■ Data shown
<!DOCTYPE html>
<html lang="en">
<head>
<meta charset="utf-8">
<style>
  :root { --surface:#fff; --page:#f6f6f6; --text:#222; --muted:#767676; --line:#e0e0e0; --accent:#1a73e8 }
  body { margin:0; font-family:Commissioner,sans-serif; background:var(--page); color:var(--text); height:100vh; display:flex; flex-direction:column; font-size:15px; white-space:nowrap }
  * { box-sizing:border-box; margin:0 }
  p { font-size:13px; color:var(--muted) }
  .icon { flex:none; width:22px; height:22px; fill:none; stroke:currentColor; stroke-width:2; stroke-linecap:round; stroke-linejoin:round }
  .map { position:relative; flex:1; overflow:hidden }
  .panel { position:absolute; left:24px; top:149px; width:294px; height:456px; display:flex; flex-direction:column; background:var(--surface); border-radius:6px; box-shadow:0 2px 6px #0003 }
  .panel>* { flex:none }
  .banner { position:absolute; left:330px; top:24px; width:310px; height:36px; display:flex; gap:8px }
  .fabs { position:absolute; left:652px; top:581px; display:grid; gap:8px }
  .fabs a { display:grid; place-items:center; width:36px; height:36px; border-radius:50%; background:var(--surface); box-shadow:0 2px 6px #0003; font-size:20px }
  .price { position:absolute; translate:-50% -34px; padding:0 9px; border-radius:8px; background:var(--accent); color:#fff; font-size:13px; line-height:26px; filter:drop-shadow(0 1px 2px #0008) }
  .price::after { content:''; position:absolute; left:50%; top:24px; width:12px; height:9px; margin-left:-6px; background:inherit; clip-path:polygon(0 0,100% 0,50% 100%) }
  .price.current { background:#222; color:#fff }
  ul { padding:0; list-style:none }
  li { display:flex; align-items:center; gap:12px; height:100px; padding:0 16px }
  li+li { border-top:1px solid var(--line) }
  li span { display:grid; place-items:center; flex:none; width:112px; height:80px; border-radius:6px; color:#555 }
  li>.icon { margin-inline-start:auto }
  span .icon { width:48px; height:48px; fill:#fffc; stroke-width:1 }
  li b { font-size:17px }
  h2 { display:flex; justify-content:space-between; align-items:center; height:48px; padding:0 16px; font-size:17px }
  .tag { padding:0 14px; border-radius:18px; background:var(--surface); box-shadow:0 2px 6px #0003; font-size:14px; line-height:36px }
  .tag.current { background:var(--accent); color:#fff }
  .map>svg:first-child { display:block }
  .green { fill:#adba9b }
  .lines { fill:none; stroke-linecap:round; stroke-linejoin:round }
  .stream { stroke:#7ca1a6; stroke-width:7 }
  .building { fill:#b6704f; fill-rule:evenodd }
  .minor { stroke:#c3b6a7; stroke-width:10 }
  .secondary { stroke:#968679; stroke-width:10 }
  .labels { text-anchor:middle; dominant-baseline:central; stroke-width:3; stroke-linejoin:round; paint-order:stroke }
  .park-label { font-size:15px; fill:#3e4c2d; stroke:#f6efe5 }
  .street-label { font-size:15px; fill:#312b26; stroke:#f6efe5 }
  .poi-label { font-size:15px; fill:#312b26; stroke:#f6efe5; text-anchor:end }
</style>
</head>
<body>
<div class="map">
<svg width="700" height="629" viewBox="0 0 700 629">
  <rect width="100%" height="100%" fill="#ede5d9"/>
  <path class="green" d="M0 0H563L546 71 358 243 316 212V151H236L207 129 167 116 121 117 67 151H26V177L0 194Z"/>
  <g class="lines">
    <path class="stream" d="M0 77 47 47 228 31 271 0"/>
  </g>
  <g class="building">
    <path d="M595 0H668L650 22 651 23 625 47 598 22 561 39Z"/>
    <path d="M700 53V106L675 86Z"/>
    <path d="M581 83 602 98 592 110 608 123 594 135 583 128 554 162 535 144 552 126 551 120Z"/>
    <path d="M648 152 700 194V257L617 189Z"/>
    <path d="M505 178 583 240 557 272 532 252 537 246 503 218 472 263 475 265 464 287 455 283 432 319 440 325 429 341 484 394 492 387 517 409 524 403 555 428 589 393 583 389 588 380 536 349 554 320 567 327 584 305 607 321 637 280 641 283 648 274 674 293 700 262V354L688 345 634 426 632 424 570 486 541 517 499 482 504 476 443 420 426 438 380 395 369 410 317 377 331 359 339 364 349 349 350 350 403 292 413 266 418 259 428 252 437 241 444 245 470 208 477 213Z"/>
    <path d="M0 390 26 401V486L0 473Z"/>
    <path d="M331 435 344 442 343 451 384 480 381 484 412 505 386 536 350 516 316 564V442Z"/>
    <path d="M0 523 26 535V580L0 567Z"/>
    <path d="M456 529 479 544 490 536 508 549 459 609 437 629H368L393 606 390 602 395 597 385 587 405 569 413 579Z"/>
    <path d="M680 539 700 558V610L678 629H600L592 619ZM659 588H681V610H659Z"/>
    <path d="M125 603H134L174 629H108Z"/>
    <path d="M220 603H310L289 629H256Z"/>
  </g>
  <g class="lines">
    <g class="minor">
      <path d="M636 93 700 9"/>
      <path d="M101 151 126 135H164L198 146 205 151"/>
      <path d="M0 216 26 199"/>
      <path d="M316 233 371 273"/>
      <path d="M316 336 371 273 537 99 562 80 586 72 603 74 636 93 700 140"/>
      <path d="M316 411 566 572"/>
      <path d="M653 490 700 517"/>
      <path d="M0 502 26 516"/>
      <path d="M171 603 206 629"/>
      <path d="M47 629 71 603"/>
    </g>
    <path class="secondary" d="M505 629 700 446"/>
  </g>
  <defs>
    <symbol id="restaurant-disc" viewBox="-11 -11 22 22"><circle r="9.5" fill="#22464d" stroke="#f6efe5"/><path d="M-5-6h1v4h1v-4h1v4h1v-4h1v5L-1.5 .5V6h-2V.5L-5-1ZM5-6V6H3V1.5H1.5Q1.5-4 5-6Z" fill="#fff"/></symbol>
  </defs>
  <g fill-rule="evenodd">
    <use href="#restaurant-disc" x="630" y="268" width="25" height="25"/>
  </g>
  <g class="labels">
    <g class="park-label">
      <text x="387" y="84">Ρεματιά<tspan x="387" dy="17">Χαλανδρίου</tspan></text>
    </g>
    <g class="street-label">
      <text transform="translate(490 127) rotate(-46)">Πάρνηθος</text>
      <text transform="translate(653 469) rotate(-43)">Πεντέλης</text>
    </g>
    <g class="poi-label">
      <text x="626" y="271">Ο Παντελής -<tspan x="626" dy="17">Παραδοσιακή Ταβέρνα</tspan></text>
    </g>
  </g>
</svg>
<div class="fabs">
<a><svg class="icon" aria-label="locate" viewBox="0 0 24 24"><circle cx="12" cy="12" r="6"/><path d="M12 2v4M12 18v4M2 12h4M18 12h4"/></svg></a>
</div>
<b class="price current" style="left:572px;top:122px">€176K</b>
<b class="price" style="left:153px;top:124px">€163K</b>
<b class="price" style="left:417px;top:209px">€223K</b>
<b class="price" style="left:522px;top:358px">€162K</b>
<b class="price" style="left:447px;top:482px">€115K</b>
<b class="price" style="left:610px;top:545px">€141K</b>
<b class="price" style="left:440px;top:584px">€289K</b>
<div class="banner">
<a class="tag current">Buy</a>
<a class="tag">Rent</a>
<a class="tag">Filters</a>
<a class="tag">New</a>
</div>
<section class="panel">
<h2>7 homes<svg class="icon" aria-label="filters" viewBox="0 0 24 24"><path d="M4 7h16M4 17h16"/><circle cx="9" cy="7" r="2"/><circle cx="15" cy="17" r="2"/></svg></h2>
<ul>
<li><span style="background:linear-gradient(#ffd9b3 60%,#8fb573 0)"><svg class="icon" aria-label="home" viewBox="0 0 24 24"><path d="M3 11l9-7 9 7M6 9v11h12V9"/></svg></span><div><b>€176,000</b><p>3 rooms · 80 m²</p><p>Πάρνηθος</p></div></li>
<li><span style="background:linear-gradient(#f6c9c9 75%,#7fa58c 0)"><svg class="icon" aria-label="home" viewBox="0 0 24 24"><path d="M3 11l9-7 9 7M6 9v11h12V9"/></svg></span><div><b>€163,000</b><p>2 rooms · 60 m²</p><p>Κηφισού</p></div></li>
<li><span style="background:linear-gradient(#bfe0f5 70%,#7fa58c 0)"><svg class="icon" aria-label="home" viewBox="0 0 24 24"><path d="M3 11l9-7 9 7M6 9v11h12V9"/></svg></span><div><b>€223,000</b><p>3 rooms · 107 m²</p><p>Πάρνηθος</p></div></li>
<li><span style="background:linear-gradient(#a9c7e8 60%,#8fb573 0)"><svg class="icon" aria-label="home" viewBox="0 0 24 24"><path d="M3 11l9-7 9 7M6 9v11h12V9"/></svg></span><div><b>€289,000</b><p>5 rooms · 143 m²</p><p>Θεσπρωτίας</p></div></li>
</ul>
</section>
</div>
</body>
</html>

■ Task directions
Up to and including the line with "background:var(--page); color:var(--text); height:100vh;", print every line of the records from the start.

■ Answer for the task
<!DOCTYPE html>
<html lang="en">
<head>
<meta charset="utf-8">
<style>
  :root { --surface:#fff; --page:#f6f6f6; --text:#222; --muted:#767676; --line:#e0e0e0; --accent:#1a73e8 }
  body { margin:0; font-family:Commissioner,sans-serif; background:var(--page); color:var(--text); height:100vh; display:flex; flex-direction:column; font-size:15px; white-space:nowrap }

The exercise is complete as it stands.